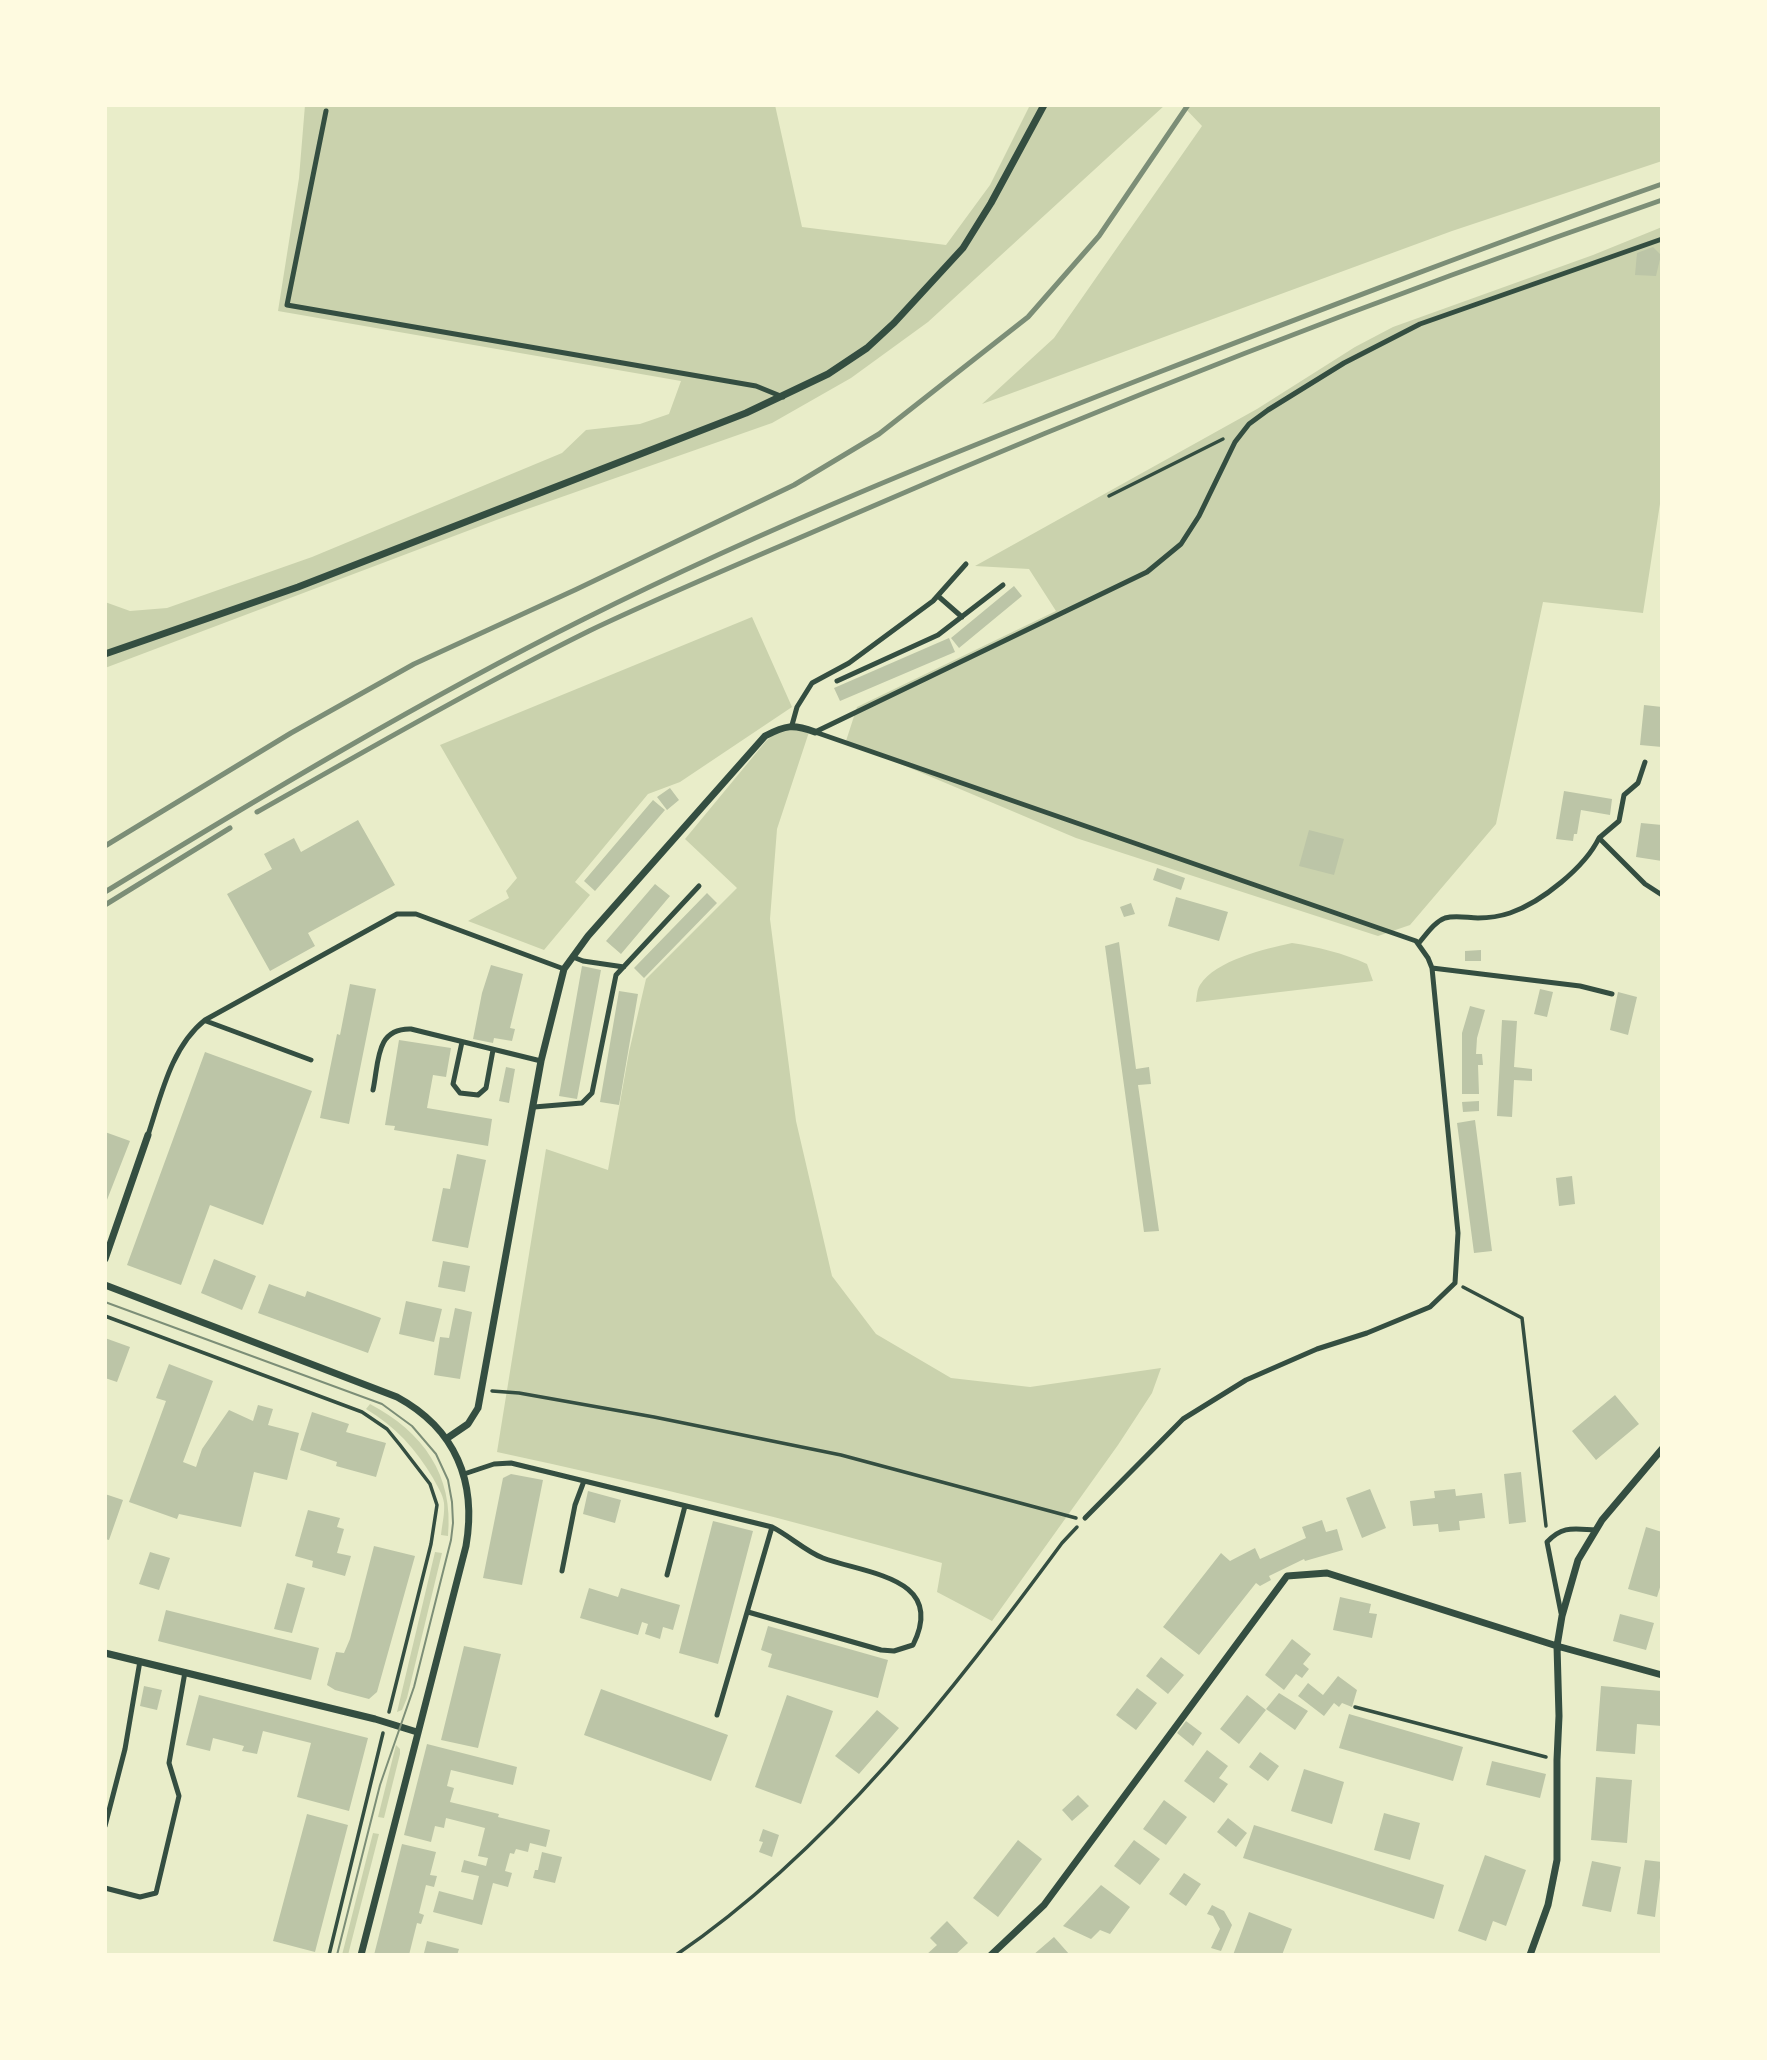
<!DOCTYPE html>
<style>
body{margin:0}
#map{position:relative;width:1767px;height:2060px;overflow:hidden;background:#e9edc9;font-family:Jost,sans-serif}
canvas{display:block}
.frame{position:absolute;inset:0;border:107px solid #fefae0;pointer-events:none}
</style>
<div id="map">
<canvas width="1767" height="2060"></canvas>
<div class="frame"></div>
</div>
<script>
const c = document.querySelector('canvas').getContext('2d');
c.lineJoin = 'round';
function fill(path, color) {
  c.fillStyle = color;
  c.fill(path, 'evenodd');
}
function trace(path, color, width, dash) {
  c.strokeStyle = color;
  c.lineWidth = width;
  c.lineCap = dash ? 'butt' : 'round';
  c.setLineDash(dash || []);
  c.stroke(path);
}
fill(new Path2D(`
 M305,105H775L802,227L946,245L990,185L1030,105H1165L928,322L851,378L772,423L499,519L105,668V602L130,611L167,608L312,557L562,453L586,430L640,424L669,414L681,381L278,311L299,178Z
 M1182,105H1662V161L1452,231L982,404L1054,338L1202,126Z
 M1662,227V491L1643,613L1543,602L1496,824L1410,925L1378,936L1076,838L846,741L857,707L1056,611L1029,569L975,566L1257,409L1355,347L1393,327L1593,255Z
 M752,617L792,707L680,782L648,794L575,882L590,895L544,950L468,921L509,898L506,891L517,878L440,745Z
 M784,726L810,729L777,829L770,919L796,1121L832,1276L876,1334L951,1378L1030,1387L1161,1368L1152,1393L1118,1445L992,1621L937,1592L942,1563C796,1521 647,1484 497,1452L546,1149L608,1170L629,1052L646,979L737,888L685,839L766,741Z
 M1292,943C1318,947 1343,953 1367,964L1373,981L1196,1002C1197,997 1197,989 1200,985C1216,960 1265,949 1292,943Z
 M370,1404C423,1432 454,1475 448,1536L441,1535C442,1525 445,1513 444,1503C443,1494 437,1486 433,1478C416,1449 395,1426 366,1409Z
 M435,1552L442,1553L407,1698L402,1710L397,1712Z
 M396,1745L400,1749V1754L384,1818L378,1817Z
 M373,1833L379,1834L348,1955H342Z`), '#cad2ad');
fill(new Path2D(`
 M1653,247L1661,255L1656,276L1635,275L1637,253Z
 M1014,586L1022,596L959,648L951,638Z
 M949,638L955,652L840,701L834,688Z
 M1644,705L1662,707V747L1640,745Z
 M670,788L679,800L667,810L657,797Z
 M1564,791L1612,799L1610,815L1581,810L1577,834H1574L1573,841L1556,839Z
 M653,800L665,810L595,891L584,881Z
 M358,820L395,885L308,933L315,946L270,971L227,894L272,869L264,854L294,838L301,852Z
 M1641,823L1662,825V861L1636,857Z
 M1309,830L1344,839L1334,875L1299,866Z
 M1157,868L1185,878L1181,890L1153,880Z
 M655,884L670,896L621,954L606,941Z
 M707,893L717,903L644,978L634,968Z
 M1176,897L1228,912L1219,941L1168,926Z
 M1131,903L1135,914L1124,917L1120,907Z
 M1119,942L1136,1069L1149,1067L1151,1084L1138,1085L1159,1231L1144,1232L1105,946Z
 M1481,950V961H1465V951Z
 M491,965L523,974L510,1028L515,1029L512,1041L494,1038L493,1043L473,1039L482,993Z
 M582,966L601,970L577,1099L559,1096Z
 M350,984L376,989L349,1124L320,1118L337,1034L340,1035Z
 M1540,989L1553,992L1547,1017L1534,1014Z
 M619,991L638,994L619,1105L600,1102Z
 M1618,992L1637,997L1628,1035L1610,1030Z
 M1470,1006L1485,1010L1477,1038L1476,1054H1482L1483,1065H1478L1479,1094H1462V1033Z
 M1502,1020L1517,1021L1514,1067L1532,1069V1081L1514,1080L1512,1117L1497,1116Z
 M399,1040L451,1048L446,1077L433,1075L427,1108L492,1119L488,1146L394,1130L395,1126L385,1125Z
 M205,1052L312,1091L263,1225L210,1205L181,1285L127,1265Z
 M506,1067L515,1069L509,1103L499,1101Z
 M1479,1101V1111L1463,1112L1462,1102Z
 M1475,1120L1492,1251L1474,1253L1457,1123Z
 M105,1132L130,1141L105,1205Z
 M457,1154L486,1160L468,1248L432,1241L443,1188L450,1189Z
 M1572,1176L1575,1204L1559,1206L1556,1178Z
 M214,1259L256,1276L242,1310L201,1293Z
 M443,1261L470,1266L465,1292L438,1287Z
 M269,1284L305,1297L307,1291L381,1318L368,1353L258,1313Z
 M406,1301L442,1309L434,1342L399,1334Z
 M455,1308L472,1312L460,1379L434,1375L440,1337L449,1338Z
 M105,1338L130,1347L117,1382L105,1378Z
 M169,1364L213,1381L183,1462L196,1467L202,1449L229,1410L253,1421L258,1405L273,1409L268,1425L299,1433L287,1480L254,1472L241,1527L179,1514L177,1519L129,1502L166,1401L156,1398Z
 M1615,1395L1639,1424L1596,1460L1572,1431Z
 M312,1412L349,1424L346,1432L386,1443L376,1477L336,1466L337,1462L300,1450Z
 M1521,1472L1526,1522L1509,1524L1504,1474Z
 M511,1474L543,1480L522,1585L483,1578L503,1478Z
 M1370,1489L1386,1528L1362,1538L1346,1498Z
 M1455,1489L1456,1496L1482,1493L1485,1518L1459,1521L1460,1530L1439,1532L1438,1524L1413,1526L1410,1501L1435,1498L1434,1491Z
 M588,1491L621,1500L615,1523L583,1514Z
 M105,1494L123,1500L109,1540L105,1539Z
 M308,1510L340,1518L337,1527L344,1529L337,1553L351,1556L345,1576L312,1567L313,1561L295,1556Z
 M1322,1520L1326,1532L1337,1529L1343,1550L1305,1561L1304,1559L1269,1576L1271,1580L1260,1586L1256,1583L1199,1655L1163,1627L1221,1553L1230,1561L1255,1548L1260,1559L1306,1538L1302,1527Z
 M713,1521L753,1531L718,1664L679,1653Z
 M1646,1527L1662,1532V1581L1657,1597L1628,1589Z
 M374,1546L415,1556L377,1692L369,1699L335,1690L327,1685L336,1652L344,1653L350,1639Z
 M150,1552L170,1558L159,1590L139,1584Z
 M287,1583L305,1588L292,1633L274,1629Z
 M589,1588L618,1597L621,1588L680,1605L673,1630L663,1627L660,1639L645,1634L648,1624L642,1622L638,1635L580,1618Z
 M1340,1597L1371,1604L1369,1613L1377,1614L1372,1638L1333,1630Z
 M166,1610L319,1648L311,1680L158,1641Z
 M1620,1614L1654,1623L1646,1650L1613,1641Z
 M768,1626L888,1660L878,1698L768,1667L772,1654L761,1650Z
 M1292,1639L1311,1654L1303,1664L1309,1669L1302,1678L1296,1674L1284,1690L1265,1675Z
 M464,1646L501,1654L478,1748L441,1740Z
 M1161,1657L1184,1675L1168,1694L1146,1676Z
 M1338,1676L1357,1690L1352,1707L1342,1703L1339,1707L1334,1703L1324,1716L1298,1696L1308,1683L1323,1695Z
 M144,1686L162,1690L157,1710L140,1706Z
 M1601,1686L1662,1691V1726L1637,1724L1635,1754L1596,1751Z
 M1137,1688L1157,1703L1136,1730L1116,1715Z
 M601,1689L728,1735L711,1781L584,1735Z
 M1279,1693L1308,1711L1295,1730L1266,1709Z
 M199,1695L368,1738L349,1811L297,1797L311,1743L263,1731L257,1754L242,1751L244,1746L213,1738L210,1751L186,1745Z
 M787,1695L833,1711L801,1804L755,1787Z
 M1247,1695L1266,1710L1239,1744L1220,1729Z
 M877,1710L899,1728L859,1774L835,1756Z
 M1349,1714L1463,1747L1453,1781L1339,1748Z
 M1186,1721L1202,1733L1193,1746L1177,1733Z
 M427,1744L517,1767L513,1785L451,1770L447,1786L454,1788L450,1802L499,1814L498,1817L550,1830L546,1847L530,1843L528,1852L516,1849L514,1854L510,1853L505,1871L512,1873L508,1887L493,1883L482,1925L433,1912L439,1891L473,1900L479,1876L461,1872L464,1860L486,1866L488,1858L478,1856L485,1828L446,1818L444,1828L435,1826L431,1842L404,1835Z
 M1207,1750L1228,1766L1219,1778L1228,1784L1214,1803L1184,1781Z
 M1260,1752L1279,1766L1268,1781L1249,1767Z
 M1492,1761L1546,1774L1540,1798L1486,1785Z
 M1304,1769L1344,1782L1332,1824L1291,1811Z
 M1596,1777L1632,1780L1627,1843L1591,1840Z
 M1078,1795L1089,1806L1072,1821L1062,1810Z
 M1164,1800L1187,1817L1166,1845L1143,1829Z
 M1384,1813L1420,1823L1410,1860L1374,1850Z
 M307,1814L348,1825L315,1952L273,1941Z
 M1228,1818L1247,1833L1236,1847L1217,1832Z
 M1254,1825L1444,1885L1434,1919L1243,1858Z
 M763,1829L779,1835L772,1857L759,1852L763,1842L759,1841Z
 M1018,1840L1042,1859L998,1917L973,1898Z
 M1134,1840L1160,1859L1140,1885L1114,1866Z
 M402,1844L436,1852L430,1875L437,1876L434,1887L426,1885L419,1913L424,1915L421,1924L417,1923L409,1955H374Z
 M542,1852L562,1857L555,1883L533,1878L535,1870H538Z
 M1485,1855L1526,1870L1506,1926L1493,1921L1486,1941L1458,1931Z
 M1645,1860L1662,1862L1655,1917L1637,1914Z
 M1592,1861L1621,1867L1611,1912L1582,1906Z
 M1184,1873L1201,1884L1186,1906L1169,1894Z
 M1101,1885L1130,1907L1110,1934L1100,1930L1091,1939L1063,1926Z
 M1212,1905L1224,1911L1232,1925L1221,1951L1211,1948L1220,1929L1213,1916L1207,1914Z
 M1249,1912L1292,1929L1282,1955H1233Z
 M947,1921L968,1943L955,1955H926L937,1945L930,1938Z
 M1054,1937L1069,1954L1067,1955H1033Z
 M427,1941L459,1949L457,1955L424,1953Z`), '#bcc5a7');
trace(new Path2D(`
 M1109,496L1223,439
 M1463,1287L1522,1318L1546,1526
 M105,1316L362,1412L387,1429L400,1445L430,1484L437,1505L431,1544L389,1712
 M492,1391L519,1393L654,1417L841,1455L1076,1518
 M1355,1707L1546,1757
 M329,1955L383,1733
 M676,1955C830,1850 953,1691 1062,1543L1077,1527`), '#344e41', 3.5);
trace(new Path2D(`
 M326,111L287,305L756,386L783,397
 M938,596L962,617
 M837,681L938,635L1003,585
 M792,725L797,707L812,683L849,663L933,601L966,564
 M815,732L1416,941L1428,958L1432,968L1458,1233L1455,1283L1430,1307L1367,1333L1317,1349L1246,1380L1183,1419L1085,1518
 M815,732L1147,572L1181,544L1199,516L1235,442L1249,424L1268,410L1344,363L1420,324L1662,239
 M1599,838L1619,821L1624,795L1638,783L1645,762
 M1418,944C1426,935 1434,922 1445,918C1456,915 1468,918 1478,918C1487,918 1501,916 1510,913C1542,902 1585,867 1599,838L1645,884L1662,895
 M573,957L583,961L624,967
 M1432,968L1580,986L1612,994
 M206,1021L311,1060
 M462,1042L453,1084L460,1093L478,1095L486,1088L493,1050
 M373,1090C379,1062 375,1028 411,1029L541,1061
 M534,1107L582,1103L592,1093L616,975L699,886
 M148,1135C161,1096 171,1047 205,1020L397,914H416L564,969
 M464,1474L494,1464L511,1463L772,1527C790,1536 805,1551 823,1558C866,1574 947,1577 913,1645L894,1651L881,1650L748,1612
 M562,1571L575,1505L584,1481
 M667,1575L685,1506
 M1561,1613L1547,1542C1563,1525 1574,1529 1596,1530
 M717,1715L772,1527
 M105,1826L125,1749L140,1661
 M105,1888L140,1897L156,1893L179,1796L169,1763L185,1672`), '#344e41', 5);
trace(new Path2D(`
 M105,654L298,587L746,413L828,374L867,348L894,323L963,248L991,203L1044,105
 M105,1259L148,1135
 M105,1285L397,1397C456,1429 477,1482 466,1546L361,1955
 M446,1439L468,1424L478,1408L541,1061L564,969L588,936L765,736C786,725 793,724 815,732
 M105,1653L375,1719L417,1732
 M991,1955L1044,1905L1287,1576L1327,1573L1557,1646L1662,1675
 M1530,1955L1548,1905L1557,1860V1760L1559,1716L1557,1646L1562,1616L1578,1560L1602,1520L1662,1449`), '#344e41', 7);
trace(new Path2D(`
 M105,1302L382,1404L412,1426L436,1454L448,1480L452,1502L453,1523L451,1540L414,1687L380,1785L337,1955`), '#7c8e77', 2);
trace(new Path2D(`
 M257,812C367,750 476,687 589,631C675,590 763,554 850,516C1116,400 1388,295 1662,200
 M105,846L291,733L414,664L577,589L794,485L879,434L1028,317L1099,236L1188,105
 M105,892C262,796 420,701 584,619C771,525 967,447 1162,371C1328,307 1494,243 1662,184
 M105,905L230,828`), '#7c8e77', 5);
</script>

--------

#### [REQUIRED ACTION]
Each line that holds the word "dash" should be extracted from the records.

#### [ANSWER BELOW]
function trace(path, color, width, dash) {
  c.lineCap = dash ? 'butt' : 'round';
  c.setLineDash(dash || []);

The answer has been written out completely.